- **Supplied material**:
+++++
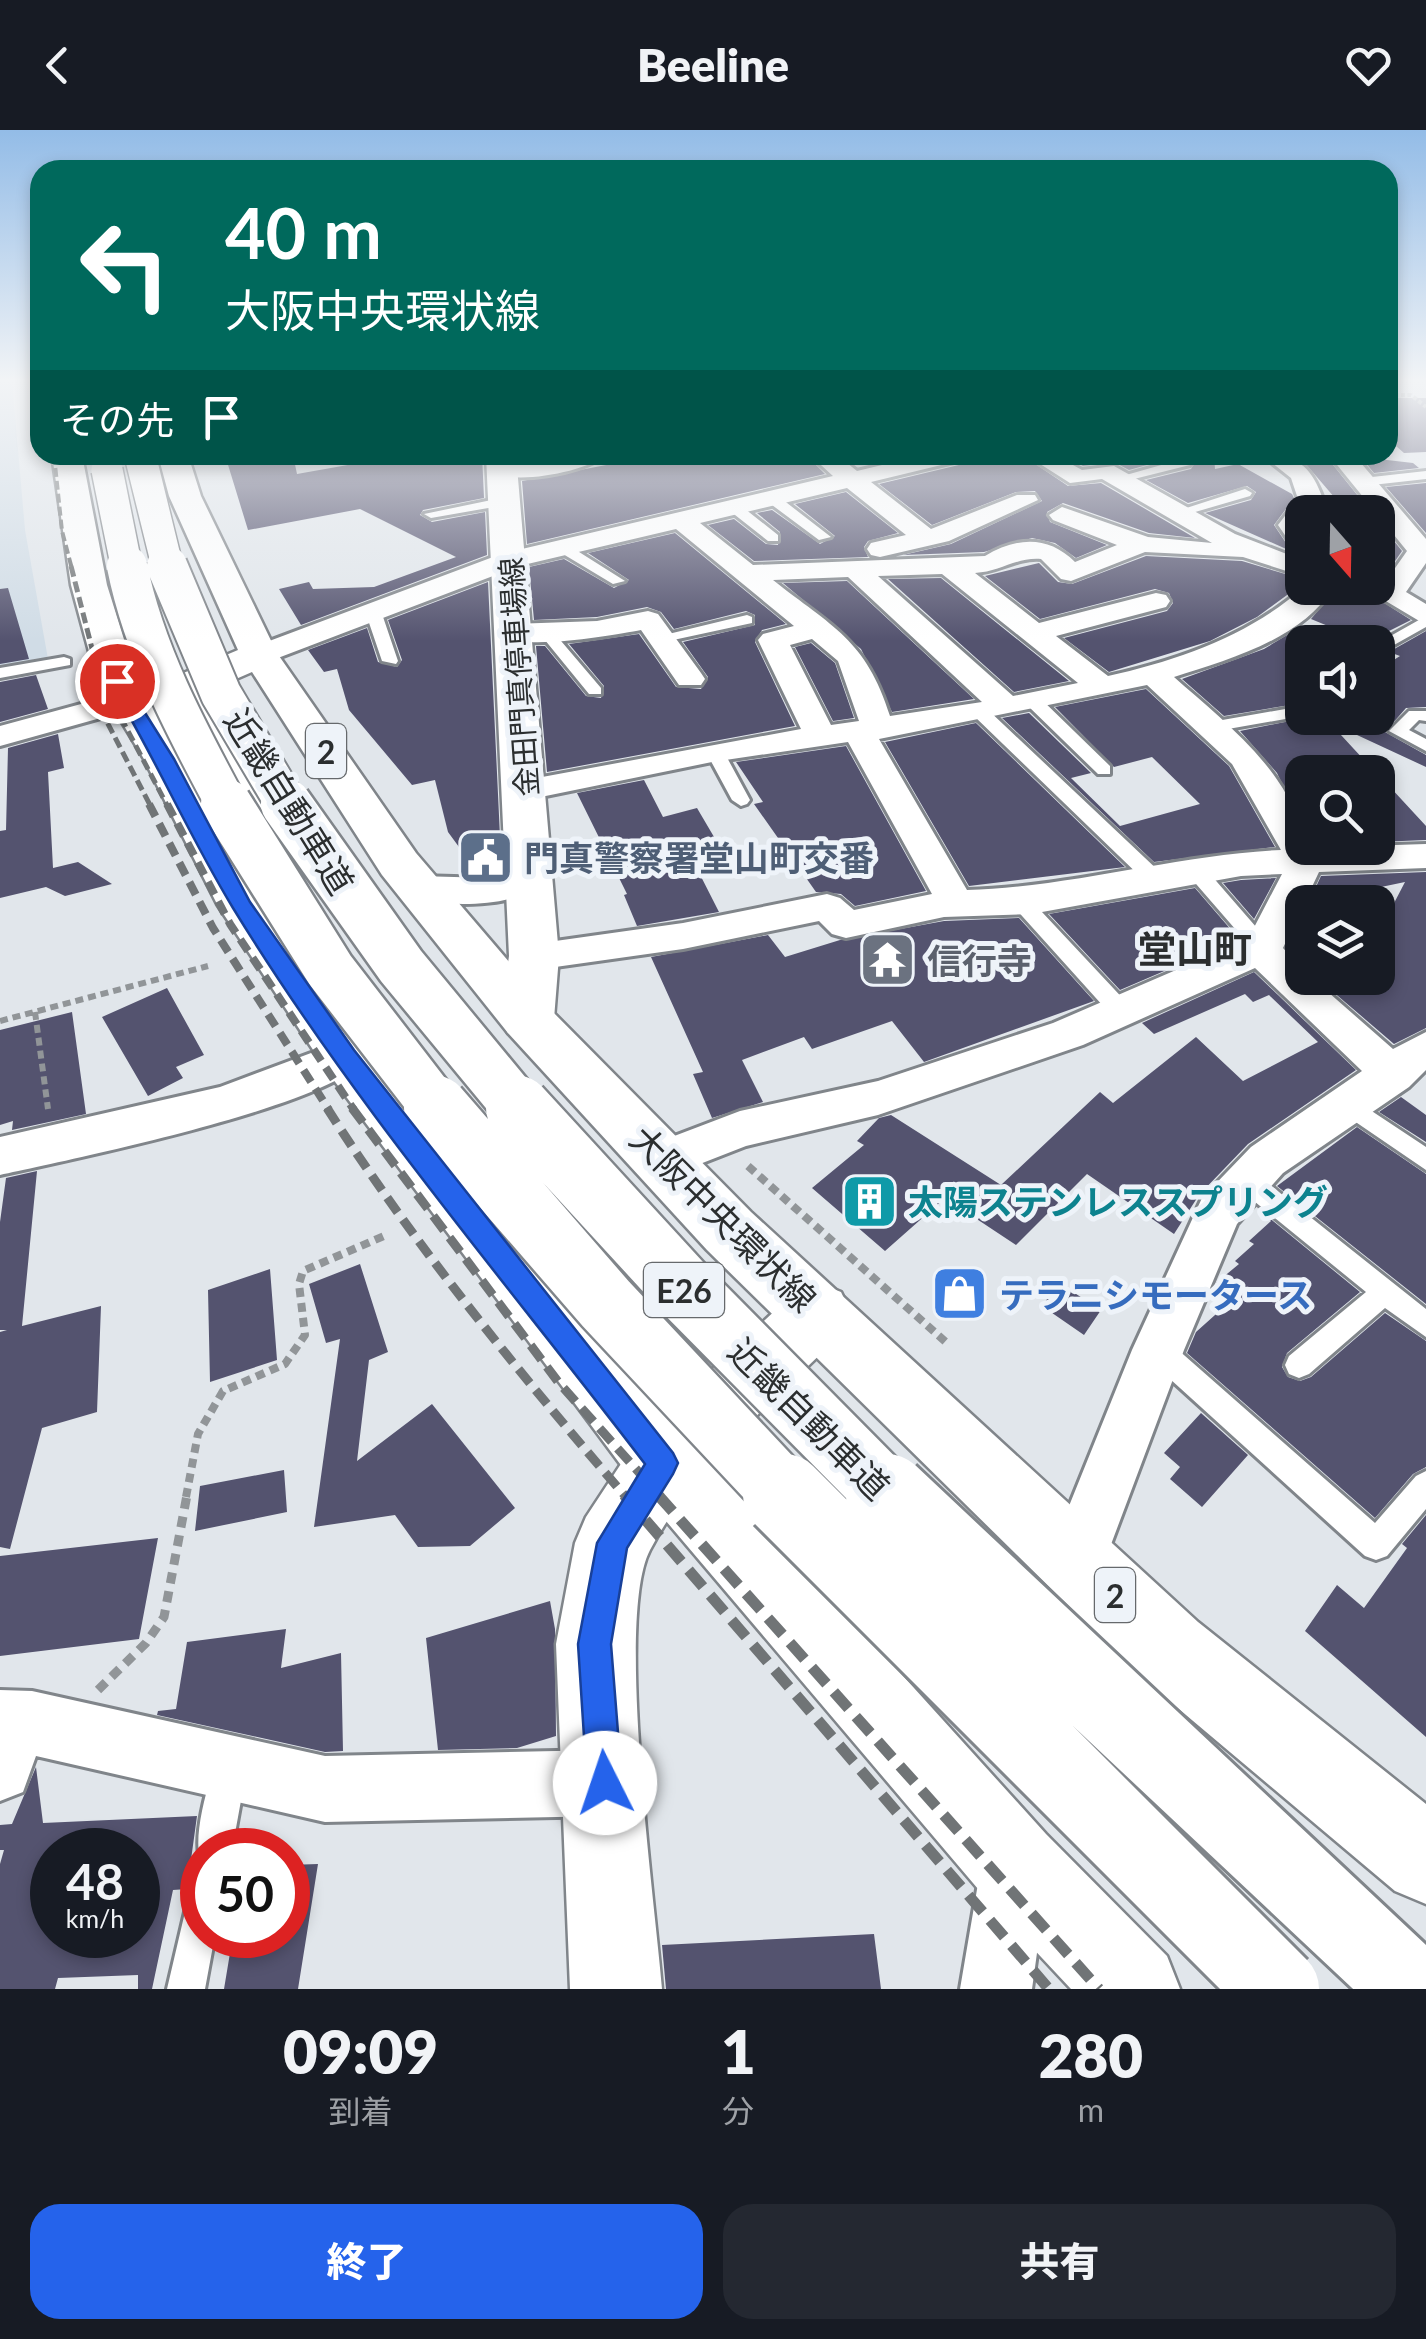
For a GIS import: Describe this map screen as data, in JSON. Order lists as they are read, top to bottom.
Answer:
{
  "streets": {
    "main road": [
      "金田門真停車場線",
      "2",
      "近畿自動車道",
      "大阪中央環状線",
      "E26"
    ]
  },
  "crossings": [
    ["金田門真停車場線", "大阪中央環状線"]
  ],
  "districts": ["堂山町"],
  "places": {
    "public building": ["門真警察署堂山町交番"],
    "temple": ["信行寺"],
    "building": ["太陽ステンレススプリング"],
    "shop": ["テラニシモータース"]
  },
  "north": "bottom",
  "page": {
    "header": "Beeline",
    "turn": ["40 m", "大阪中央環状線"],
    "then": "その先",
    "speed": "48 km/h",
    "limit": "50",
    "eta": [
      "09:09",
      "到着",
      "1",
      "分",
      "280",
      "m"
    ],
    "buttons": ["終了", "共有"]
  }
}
+++++
- **Required work**: Restate the whole listing above exactly, except for its images.

- **Result below**:
For a GIS import: Describe this map screen as data, in JSON. Order lists as they are read, top to bottom.
Answer:
{
  "streets": {
    "main road": [
      "金田門真停車場線",
      "2",
      "近畿自動車道",
      "大阪中央環状線",
      "E26"
    ]
  },
  "crossings": [
    ["金田門真停車場線", "大阪中央環状線"]
  ],
  "districts": ["堂山町"],
  "places": {
    "public building": ["門真警察署堂山町交番"],
    "temple": ["信行寺"],
    "building": ["太陽ステンレススプリング"],
    "shop": ["テラニシモータース"]
  },
  "north": "bottom",
  "page": {
    "header": "Beeline",
    "turn": ["40 m", "大阪中央環状線"],
    "then": "その先",
    "speed": "48 km/h",
    "limit": "50",
    "eta": [
      "09:09",
      "到着",
      "1",
      "分",
      "280",
      "m"
    ],
    "buttons": ["終了", "共有"]
  }
}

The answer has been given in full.